There have been complaints about the cost of the proprietary footpod also, which I don't think is available yet for the Ambit.

The hard-core road cyclists are also disappointed in that the existing powermeters on the market, e.g., Cyclops, which is ANT+ compatible, won't interface with the Ambit either.


----------



## Barwin (Mar 18, 2012)

Question for the tech-guys amongst you: Is it - technically - possible that in the future an update will make the Ambit compatible with ANT+ accesoires?


----------



## mondoshawan (May 14, 2012)

Barwin said:


> Question for the tech-guys amongst you: Is it - technically - possible that in the future an update will make the Ambit compatible with ANT+ accesoires?


I think YES&#8230; it's possible.
The new small SDM4 Suunto Footpod is working with a Garmin Device as well, but the same Footpod from Garmin is not working with Suunto Watches.
So the Suunto Footpod must be an ANT+ Device.
Suunto only has to do adjustments at the transfer protocol in the Ambit, i guess.

update:
I just found this: http://www.thisisant.com/ant/ant-interoperability

If i'm understanding this right ANT+ is an extented protocol based on ANT and the Hardware cipsets are the same.
And Suunto is a member of the ANT+ Alliance. Should be easy to make the Ambit ANT+ compatible.


----------



## tkao2025 (Jul 6, 2011)

Bringing this thread back to life. Since now the Ambit is compatible with Ant+, will it work with polar heart rate belt? If so which would you recommend? If not Polar, what other heart rate belts would you recommend based on comfort and it's ability to connect with the Ambit.


----------



## kmseteam (Nov 14, 2012)

No, the Polar belt is still not compatible, because Polar still refuses to join the ANT alliance and they still go on using their own standards. I would recommend the original Suunto belt! I can't understand why people seem to be so shy about the Suunto belt... I think it's the best I've seen. It's the most comfy, stays put, the lightest, it has user replaceable battery and it's machine washable.


----------



## Guest (Mar 30, 2013)

tkao2025 said:


> Bringing this thread back to life. Since now the Ambit is compatible with Ant+, will it work with polar heart rate belt? If so which would you recommend? If not Polar, what other heart rate belts would you recommend based on comfort and it's ability to connect with the Ambit.

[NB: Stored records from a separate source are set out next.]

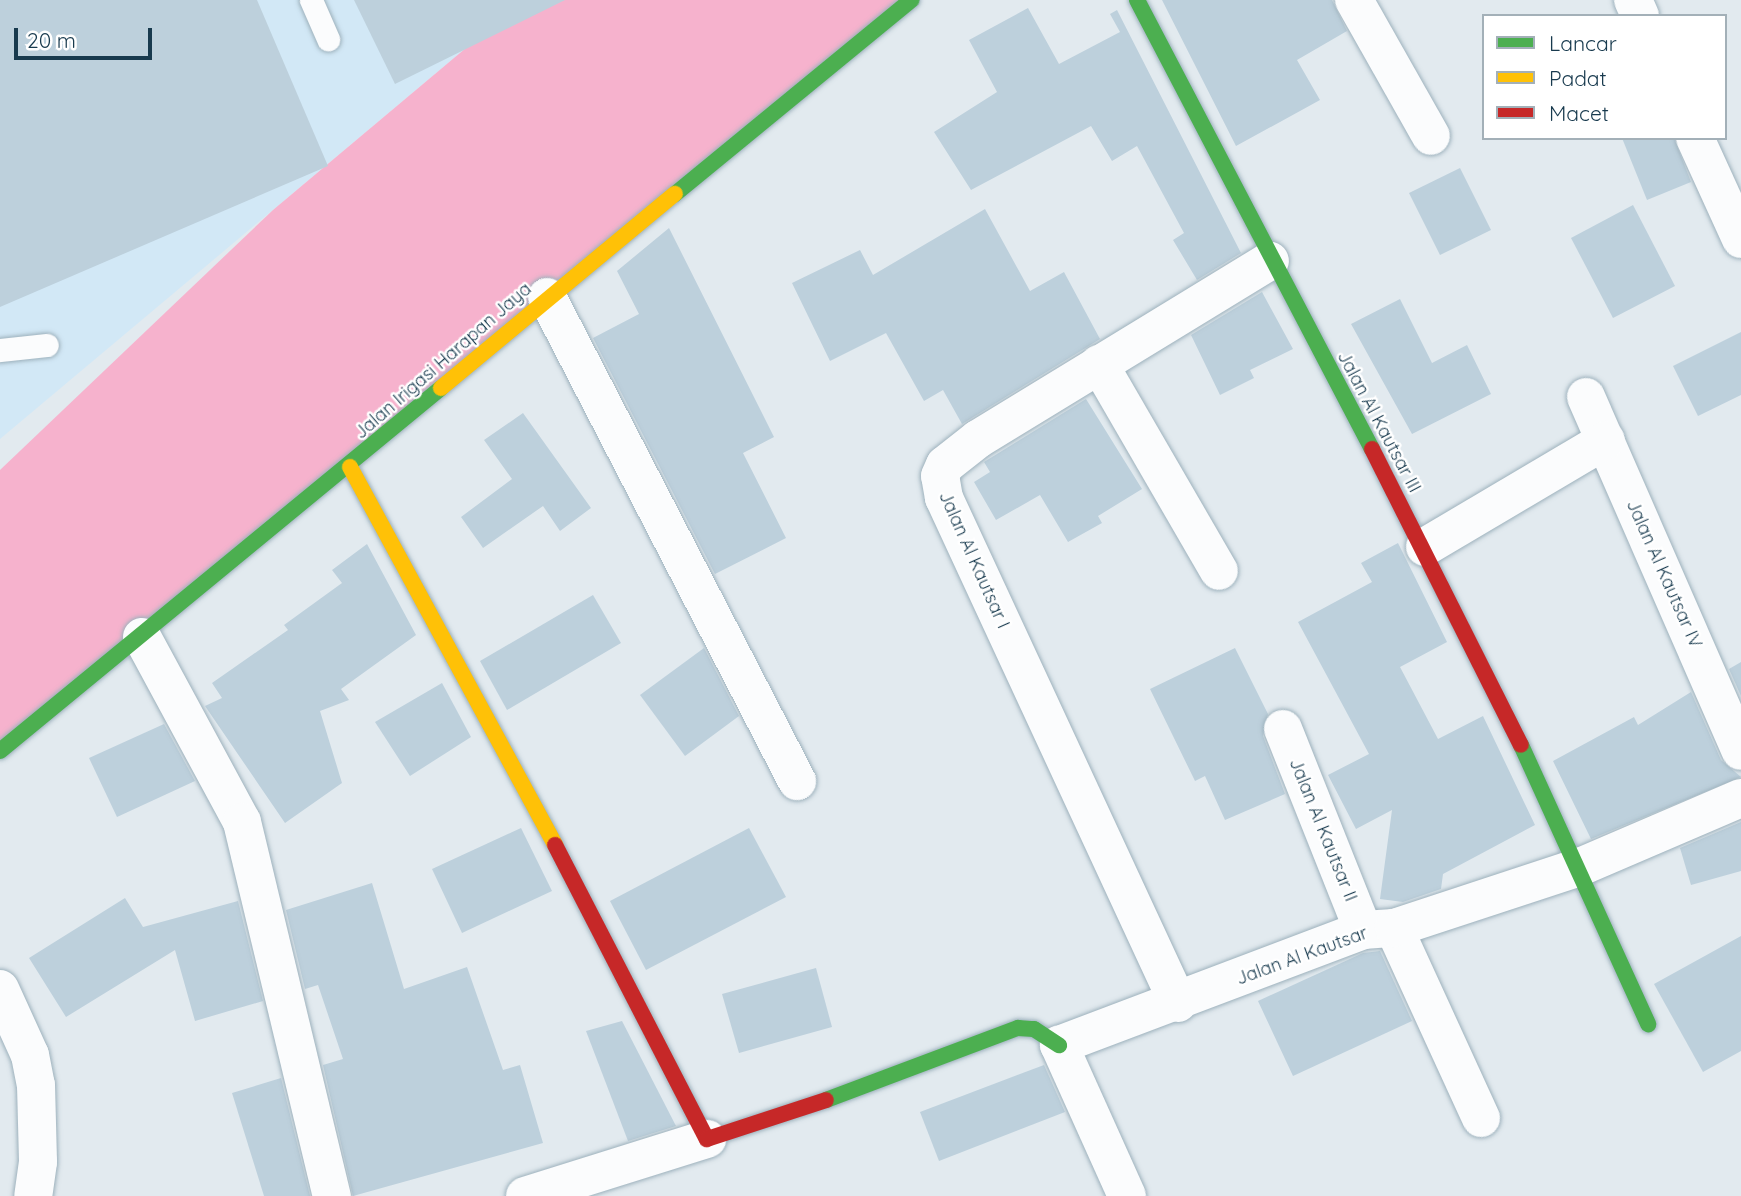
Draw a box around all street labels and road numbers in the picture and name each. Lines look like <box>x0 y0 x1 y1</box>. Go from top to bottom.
street label: Jalan Irigasi Harapan Jaya <box>350 278 536 444</box>
street label: Jalan Al Kautsar III <box>1333 348 1425 496</box>
street label: Jalan Al Kautsar I <box>934 488 1014 632</box>
street label: Jalan Al Kautsar IV <box>1622 497 1706 651</box>
street label: Jalan Al Kautsar II <box>1284 755 1362 905</box>
street label: Jalan Al Kautsar <box>1233 922 1371 990</box>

uhm iirc polar uses WIND/WEARLINK+. I use the garmin HRM w/ the polar chest strap because imho it's the best strap.


----------



## tkao2025 (Jul 6, 2011)

kmseteam said:


> No, the Polar belt is still not compatible, because Polar still refuses to join the ANT alliance and they still go on using their own standards. I would recommend the original Suunto belt! I can't understand why people seem to be so shy about the Suunto belt... I think it's the best I've seen. It's the most comfy, stays put, the lightest, it has user replaceable battery and it's machine washable.

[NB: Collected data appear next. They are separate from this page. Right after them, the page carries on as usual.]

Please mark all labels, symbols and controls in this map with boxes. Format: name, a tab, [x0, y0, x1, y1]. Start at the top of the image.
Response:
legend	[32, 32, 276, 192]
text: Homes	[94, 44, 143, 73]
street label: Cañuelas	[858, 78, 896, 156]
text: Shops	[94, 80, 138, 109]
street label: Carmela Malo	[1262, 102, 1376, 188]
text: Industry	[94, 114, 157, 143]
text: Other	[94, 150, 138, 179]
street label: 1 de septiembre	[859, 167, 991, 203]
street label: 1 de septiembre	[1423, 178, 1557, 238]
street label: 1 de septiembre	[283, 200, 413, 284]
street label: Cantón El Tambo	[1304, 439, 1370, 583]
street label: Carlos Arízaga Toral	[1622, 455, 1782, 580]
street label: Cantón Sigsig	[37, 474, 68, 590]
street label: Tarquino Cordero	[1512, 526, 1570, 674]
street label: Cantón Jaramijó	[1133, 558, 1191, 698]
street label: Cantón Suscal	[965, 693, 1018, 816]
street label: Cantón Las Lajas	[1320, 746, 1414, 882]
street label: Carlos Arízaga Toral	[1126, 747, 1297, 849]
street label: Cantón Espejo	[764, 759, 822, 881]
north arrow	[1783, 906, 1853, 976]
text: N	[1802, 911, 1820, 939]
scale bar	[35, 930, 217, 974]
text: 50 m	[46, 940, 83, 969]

There are 2 Suunto Belts. Which one would you recommend? I'd go with Suunto, but as I understand it, the belt will not be compatible with any other devices other than Suunto devices.


----------



## kmseteam (Nov 14, 2012)

There are an "ANT" belt and a "DUAL" belt to be used with Ambit. When used with Ambit, there's no any difference between these. The Dual just gives out an additional analog signal.


----------